I do not believe the government has the right to tell me what I can see, hear or read or, conversely, say, write or present as an image.
If Congress or state legislatures want to protect children, they should pass laws that encourage parents to exercise control over what their kids see and hear. This is a responsibility of parents, not of government.
The wonderful thing about the Internet is that it is wide open to the expression of every conceivable idea and image. And it is ironic that the U.S. Congress is willing to cross the line into the realm of Internet censorship that is already richly populated by totalitarian regimes like China and North Korea.

Thursday, March 22, 2007

Not my kids

I'm working at the newspaper office this evening and dinnertime rolls around.
Chris, the assistant sports editor, and Sam, the assistant managing editor, ask Maria and me if we'd like to join them for dinner at the Creekside Inn, a restaurant/bar on the banks of sometimes-scenic Sugar Creek.
Sure, we said.
So we're seated in a booth, Chris and Sam on one side and Maria and me on the other. After dinner, the 20-something waitress strolls over and plunks the bill, in its padded plastic case, down next to me.
I look at it for a moment and then it dawns on me. Chris and Sam are in their early 20s, Maria is 43 and I'm 61. Instead of seeing us as coworkers, she figured we were a family and I, as the dad - or even worse, maybe the grandpa - would pick up the tab.
How amusing.
When she returned, we explained the situation and asked her to re-calculate the bill.

Wednesday, March 21, 2007

Edwin O. Park

Last night, as I asked Maria to take a sports page proof that I had just edited across the newsroom to the sports editor, I flashed on the old days at The Indianapolis News when we wrote with typewriters and had copy boys to do all the gopher work.
In that bygone era, before college degrees were considered important, being hired as a copy boy at a large newspaper was a first step toward becoming a reporter. When you finished a story, or in the case of a breaking news story, when you finished a page of a story, you yelled, "Copy!" and a copy boy would hustle over to carry your news copy (hence the name) to your editor for his scrutiny. Copy boys also made coffee, distributed newspapers throughout the city room as the various editions came off of the press, and carried stuff back and forth from the newsroom to the Statehouse bureau about four blocks west when the Legislature was in session.
We had a variety of copy boys in those days ranging from a photographer's young son whose chief interest seemed to be getting drunk as often as he could so he could brag about it the next day, to a scrawny little hillbilly with a tough guy surly attitude, to a gay black kid who dressed up in women's clothing and cruised Indiana Avenue on weekends, to Edwin.
Edwin O. Park was at The News when I started on Feb. 6, 1967, and he was there after I quit in October, 2000. At least I think he was still there. I'd been working in a suburban bureau since 1985 and lost track of the folks downtown to a large degree.
Edwin, I was told, was a graduate of Arsenal Technical High School in Indianapolis who came down with some horrible fever that left him brain damaged with the intellectual capacity of a 10-year-old. We loved Edwin and reveled in his quirks and habits. And we collected "Edwin stories."

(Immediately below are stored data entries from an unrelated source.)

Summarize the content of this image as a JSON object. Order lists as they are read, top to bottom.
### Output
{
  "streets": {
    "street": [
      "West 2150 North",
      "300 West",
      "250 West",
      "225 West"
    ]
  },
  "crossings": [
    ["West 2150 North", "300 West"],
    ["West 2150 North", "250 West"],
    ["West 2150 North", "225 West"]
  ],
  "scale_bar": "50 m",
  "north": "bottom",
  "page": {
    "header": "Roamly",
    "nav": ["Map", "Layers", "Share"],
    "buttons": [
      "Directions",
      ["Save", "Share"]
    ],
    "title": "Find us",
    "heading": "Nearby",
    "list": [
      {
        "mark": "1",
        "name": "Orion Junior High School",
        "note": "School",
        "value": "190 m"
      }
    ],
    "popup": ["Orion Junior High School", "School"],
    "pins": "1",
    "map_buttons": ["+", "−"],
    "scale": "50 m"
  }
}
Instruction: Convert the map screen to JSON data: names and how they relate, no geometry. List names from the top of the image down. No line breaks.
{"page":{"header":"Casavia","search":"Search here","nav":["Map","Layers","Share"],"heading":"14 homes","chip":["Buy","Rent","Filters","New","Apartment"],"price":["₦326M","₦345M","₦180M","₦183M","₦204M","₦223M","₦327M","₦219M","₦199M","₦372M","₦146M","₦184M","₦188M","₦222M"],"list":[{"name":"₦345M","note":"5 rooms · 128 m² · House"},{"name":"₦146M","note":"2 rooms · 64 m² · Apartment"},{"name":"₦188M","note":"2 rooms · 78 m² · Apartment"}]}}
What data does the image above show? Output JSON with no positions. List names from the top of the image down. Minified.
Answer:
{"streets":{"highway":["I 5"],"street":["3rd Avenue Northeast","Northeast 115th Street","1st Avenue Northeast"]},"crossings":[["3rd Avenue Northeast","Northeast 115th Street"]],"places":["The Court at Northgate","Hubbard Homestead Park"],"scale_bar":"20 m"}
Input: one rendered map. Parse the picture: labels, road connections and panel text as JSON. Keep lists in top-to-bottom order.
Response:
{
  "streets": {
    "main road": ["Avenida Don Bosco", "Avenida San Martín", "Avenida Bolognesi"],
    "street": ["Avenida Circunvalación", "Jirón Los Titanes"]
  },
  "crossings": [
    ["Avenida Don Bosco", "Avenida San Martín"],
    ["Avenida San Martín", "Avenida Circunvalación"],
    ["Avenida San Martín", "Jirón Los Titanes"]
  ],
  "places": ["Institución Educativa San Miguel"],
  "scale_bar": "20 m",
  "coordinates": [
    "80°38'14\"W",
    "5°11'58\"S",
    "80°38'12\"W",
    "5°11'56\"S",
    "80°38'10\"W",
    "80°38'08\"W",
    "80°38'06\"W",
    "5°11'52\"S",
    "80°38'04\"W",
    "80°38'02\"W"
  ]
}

His wardrobe was a kaleidoscope of stripes, plaids, polkadots and odd combinations. One day he showed up with a particularly hideous combination of bowling shoes, plaid pants and striped shirt. Copy boy Tom Healy announced Eddie's arrival, saying, "Do not adjust your set!"
Edwin wore short-sleeved shirts with a pocket protector and a half-dozen ballpoint pens,none of which worked. He used a handcart to haul stacks of newspapers around the building for distribution and kept his distribution list in that shirt pocket.
One day when Eugene C. Pulliam, the owner of the paper and an Arizona resident, was in town to visit, Edwin arrived at the elevator at the same time as Gene.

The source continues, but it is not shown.